June 9, 2017

3082 CZECH REPUBLIC - The map and the flag of the country

Located in Central Europe, between Germany, Austria, Slovakia and Poland, the Czech Republic, also known as Czechia, includes the historical territories of Bohemia, Moravia, and Czech Silesia. The capital and largest city is Prague, on the Vltava river, the main residence of several Holy Roman Emperors, and an important city to the Habsburg Monarchy and its Austro-Hungarian Empire. Its rich history and its cultural attractions makes it a popular tourist destination, with more than 6.4 million visitors annually (2014).

Czech Republic was born in 1993, and Václav Havel was its first president, but the first state of the westernmost Slavs, Samo's Kingdom (occupying approximately the present territory of Moravia, Slovakia, Lower Austria and Slovenia) was formed in the 7th century, followed by Great Moravia (833-907), Bohemian Principality (870-1198), Kingdom of Bohemia (1198-1348) and Crown of Bohemia (1348-1918).

Since 1526 the kingdom was part of the Habsburg Monarchy, but not as a occupied one, but as part of the empire's core. Actually, between 1583 and 1611 the capital of the empire was Prague. The Protestant Bohemian Revolt (1618-1620) led to the Thirty Years' War. In the 19th century, the Czech lands became the industrial powerhouse of the monarchy and were subsequently the core of the Republic of Czechoslovakia, which was formed in 1918 following the collapse of the Austro-Hungarian Empire after WWI.

The Czech part of Czechoslovakia was occupied by Germany in WWII, being liberated in 1945 by the armies of the Soviet Union and the United States. Following the 1948 coup d'état, Czechoslovakia became a one-party communist state under Soviet influence. In 1968, increasing dissatisfaction with the regime culminated in a reform movement known as the Prague Spring, which ended in a Soviet-led invasion. The country remained occupied until 1989. On 1 January 1993, Czechoslovakia peacefully dissolved, with its constituent states becoming the independent states of the Czech Republic and the Slovak Republic.

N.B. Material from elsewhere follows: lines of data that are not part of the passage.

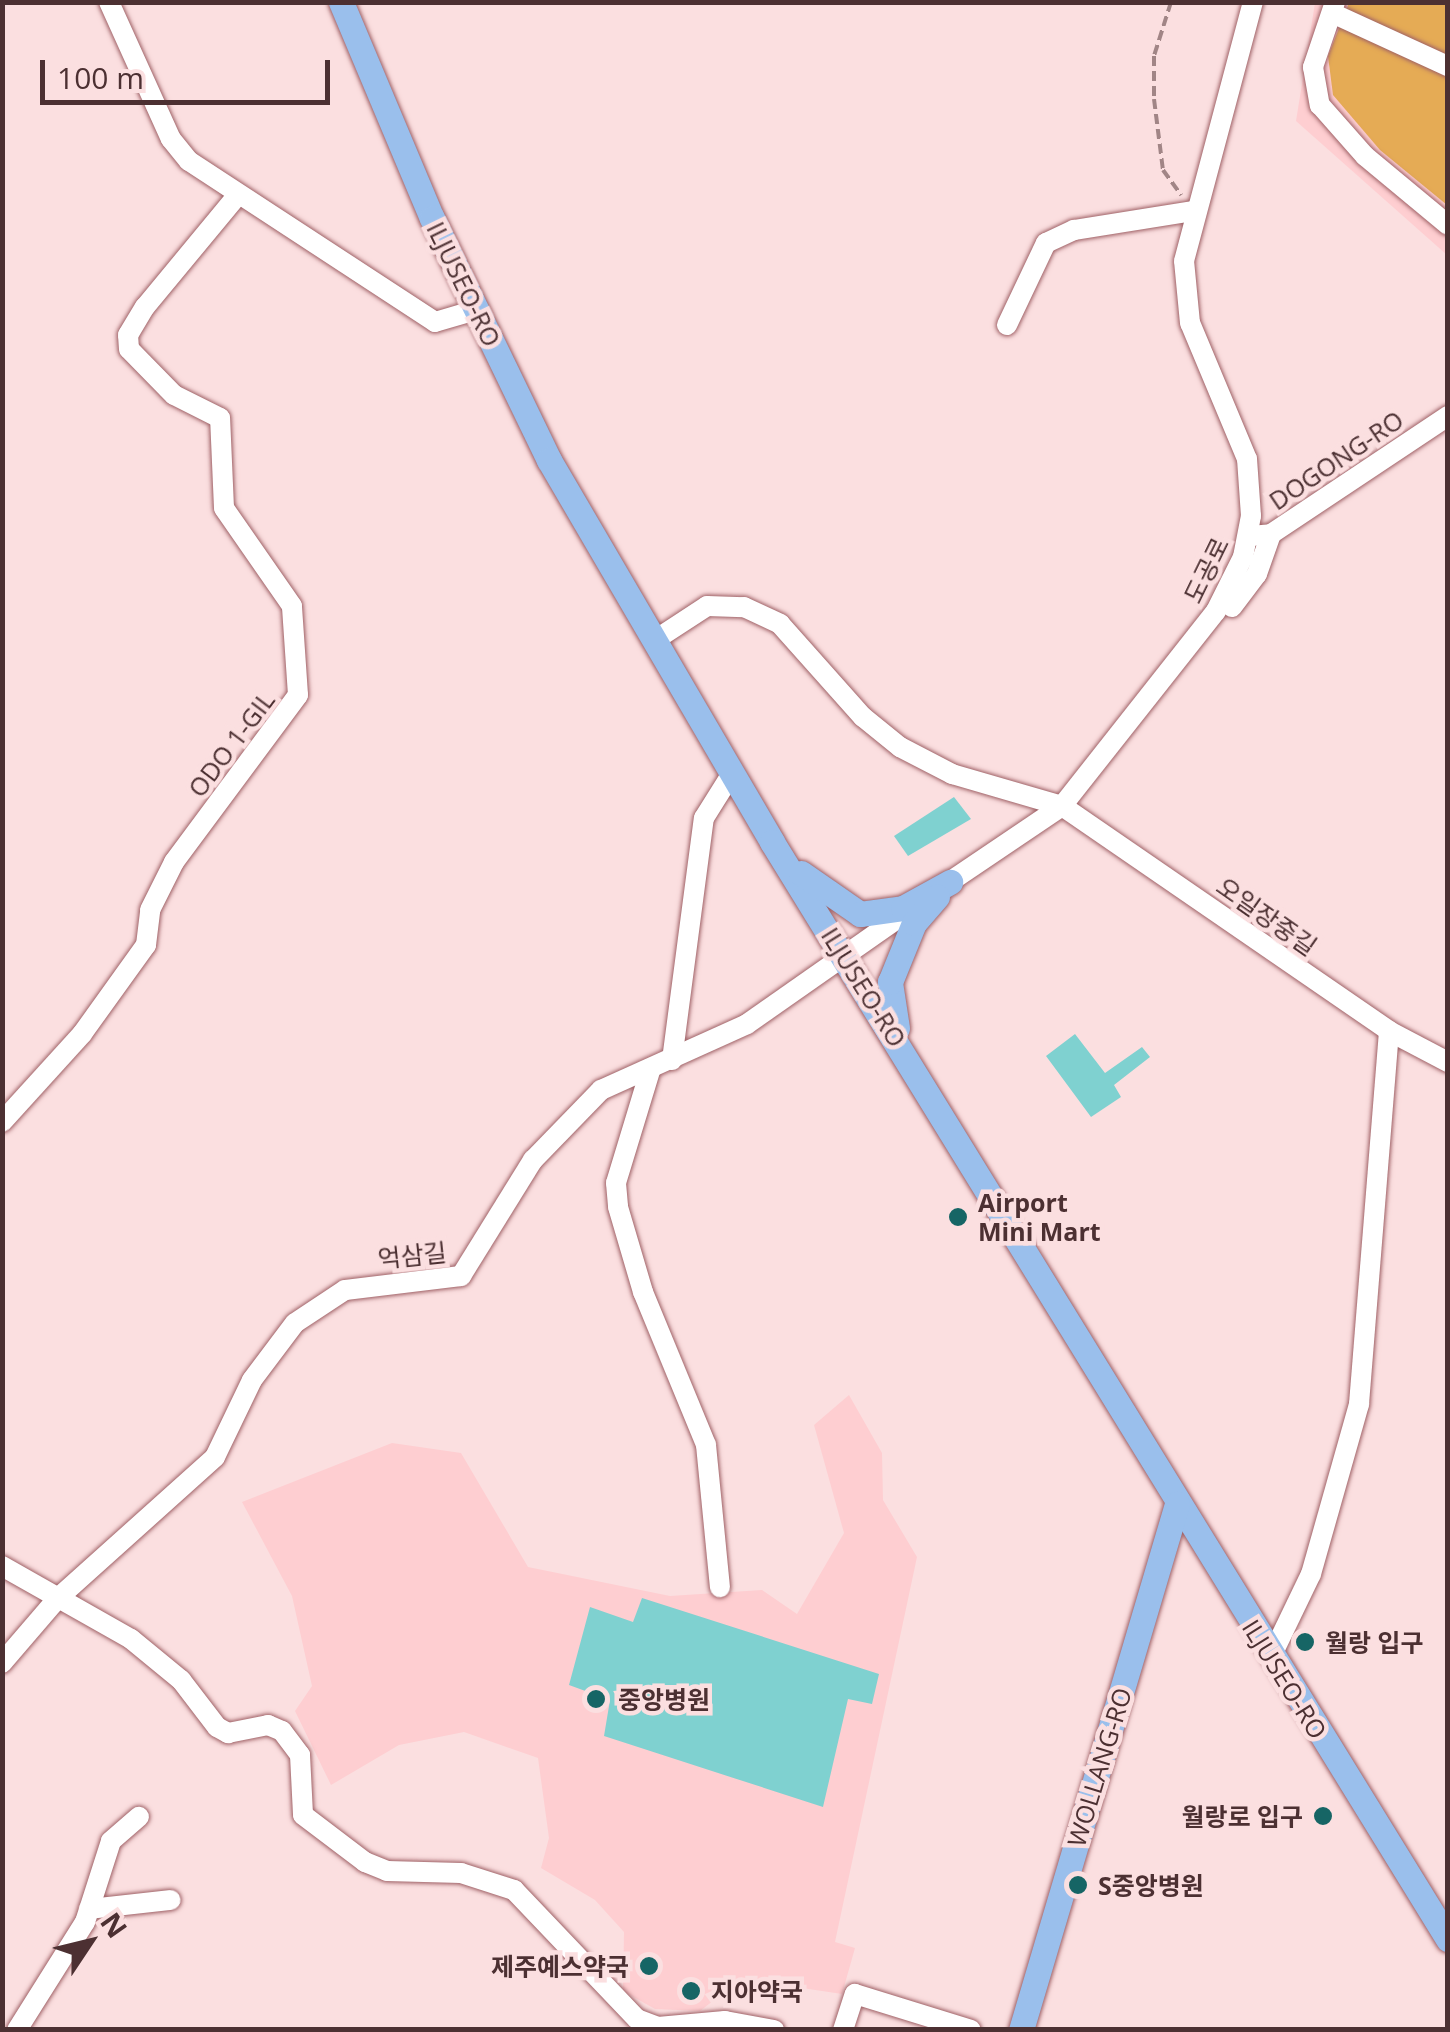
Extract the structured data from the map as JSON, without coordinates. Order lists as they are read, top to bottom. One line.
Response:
{"streets":{"main road":["ILJUSEO-RO","WOLLANG-RO"],"street":["DOGONG-RO","도공로","ODO 1-GIL","오일장중길","억삼길"]},"crossings":[["ILJUSEO-RO","도공로"],["ILJUSEO-RO","오일장중길"],["ILJUSEO-RO","억삼길"],["ILJUSEO-RO","WOLLANG-RO"],["DOGONG-RO","도공로"],["도공로","오일장중길"],["도공로","억삼길"]],"places":["Airport Mini Mart","월랑 입구","중앙병원","월랑로 입구","S중앙병원","제주예스약국","지아약국"],"scale_bar":"100 m","north":"top right"}
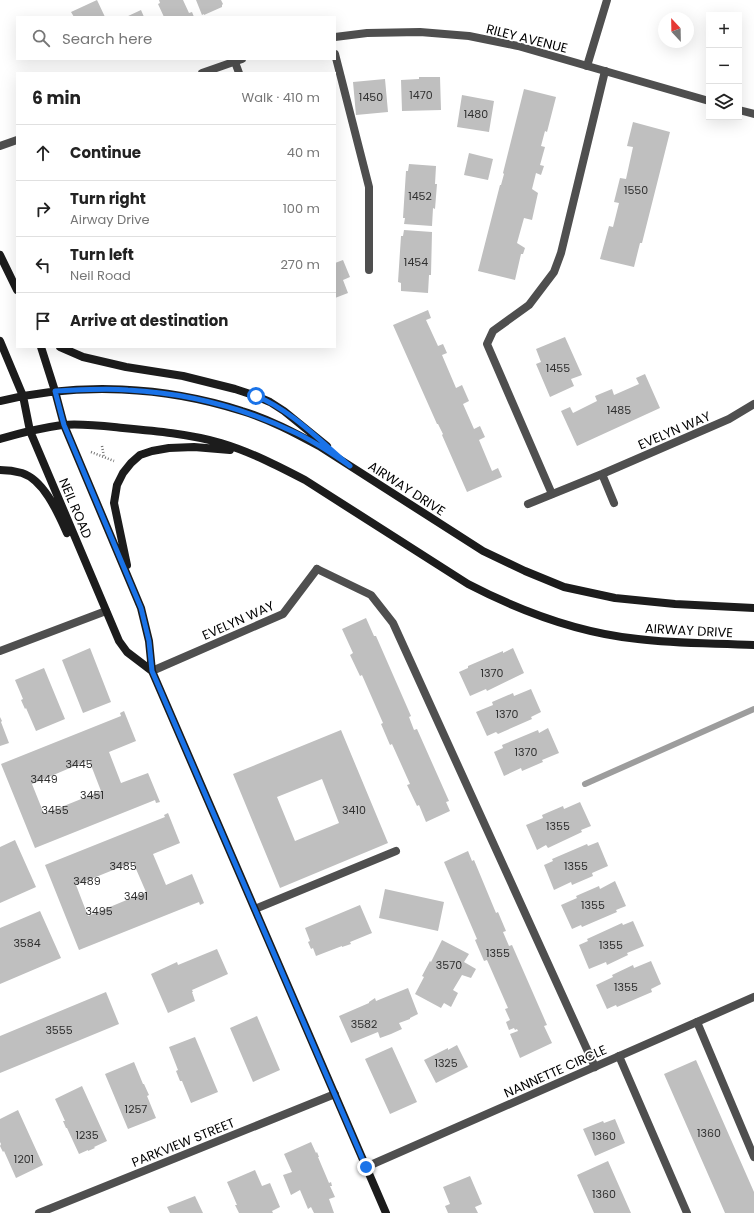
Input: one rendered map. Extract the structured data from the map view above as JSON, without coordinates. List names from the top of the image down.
{
  "streets": {
    "main road": ["AIRWAY DRIVE", "NEIL ROAD"],
    "street": [
      "RILEY AVENUE",
      "EVELYN WAY",
      "NANNETTE CIRCLE",
      "PARKVIEW STREET"
    ]
  },
  "crossings": [
    ["EVELYN WAY", "NEIL ROAD"],
    ["EVELYN WAY", "NANNETTE CIRCLE"],
    ["AIRWAY DRIVE", "NEIL ROAD"],
    ["NEIL ROAD", "NANNETTE CIRCLE"],
    ["NEIL ROAD", "PARKVIEW STREET"]
  ],
  "house_numbers": [
    "1470",
    "1450",
    "1480",
    "1550",
    "1452",
    "1454",
    "1455",
    "1485",
    "1370",
    "1370",
    "1370",
    "3445",
    "3449",
    "3451",
    "3455",
    "3410",
    "1355",
    "3485",
    "1355",
    "3489",
    "3491",
    "1355",
    "3495",
    "3584",
    "1355",
    "1355",
    "3570",
    "1355",
    "3582",
    "3555",
    "1325",
    "1257",
    "1360",
    "1235",
    "1360",
    "1201",
    "1360"
  ],
  "north": "top",
  "page": {
    "map_buttons": ["+", "−"],
    "search": "Search here",
    "heading": ["6 min", "Walk · 410 m"],
    "list": [
      ["Continue", "40 m"],
      ["Turn right", "Airway Drive", "100 m"],
      ["Turn left", "Neil Road", "270 m"],
      "Arrive at destination"
    ]
  }
}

The Czech landscape is exceedingly varied. Bohemia, to the west, consists of a basin drained by the Elbe and the Vltava rivers, surrounded by mostly low mountains. Moravia, the eastern part of the country, is also quite hilly, being drained mainly by the Morava River, but it also contains the source of the Oder River. The majority of the inhabitants of the Czech Republic are Czechs (63.7%), followed by Moravians (4.9%), Slovaks (1.4%), Poles (0.4%), Germans (0.2%) and Silesians (0.1%).

Upon the dissolution of Czechoslovakia, the Czech Republic kept the Czechoslovak flag while Slovakia adopted its own flag. The first flag of Czechoslovakia was based on the flag of Bohemia, and was white over red. This was almost identical to the flag of Poland (only the proportion was different), so a blue triangle was added at the hoist in 1920. Practically, the flag is formed from an isosceles triangle that extends halfway along the rectangle and two bands: one white and one red.

The coat of arms displays the three historical regions, which make up the nation. The arms of Bohemia show a silver double-tailed lion on a red background. The Moravian red-and-silver chequered eagle is shown on a blue background. The arms of Silesia are a black eagle with the so-called "clover stalk" (lat. perisonium) in her breast on a golden background, although only a small south-eastern part of the historical region (Czech Silesia) belongs to the Czech Republic (the main part is now in Poland).

About the stamps
The first stamp, depicting an Azalea (3.00 CZK), is part of a large series of definitive stamps named Beauty Of Flowers, about which I wrote here.  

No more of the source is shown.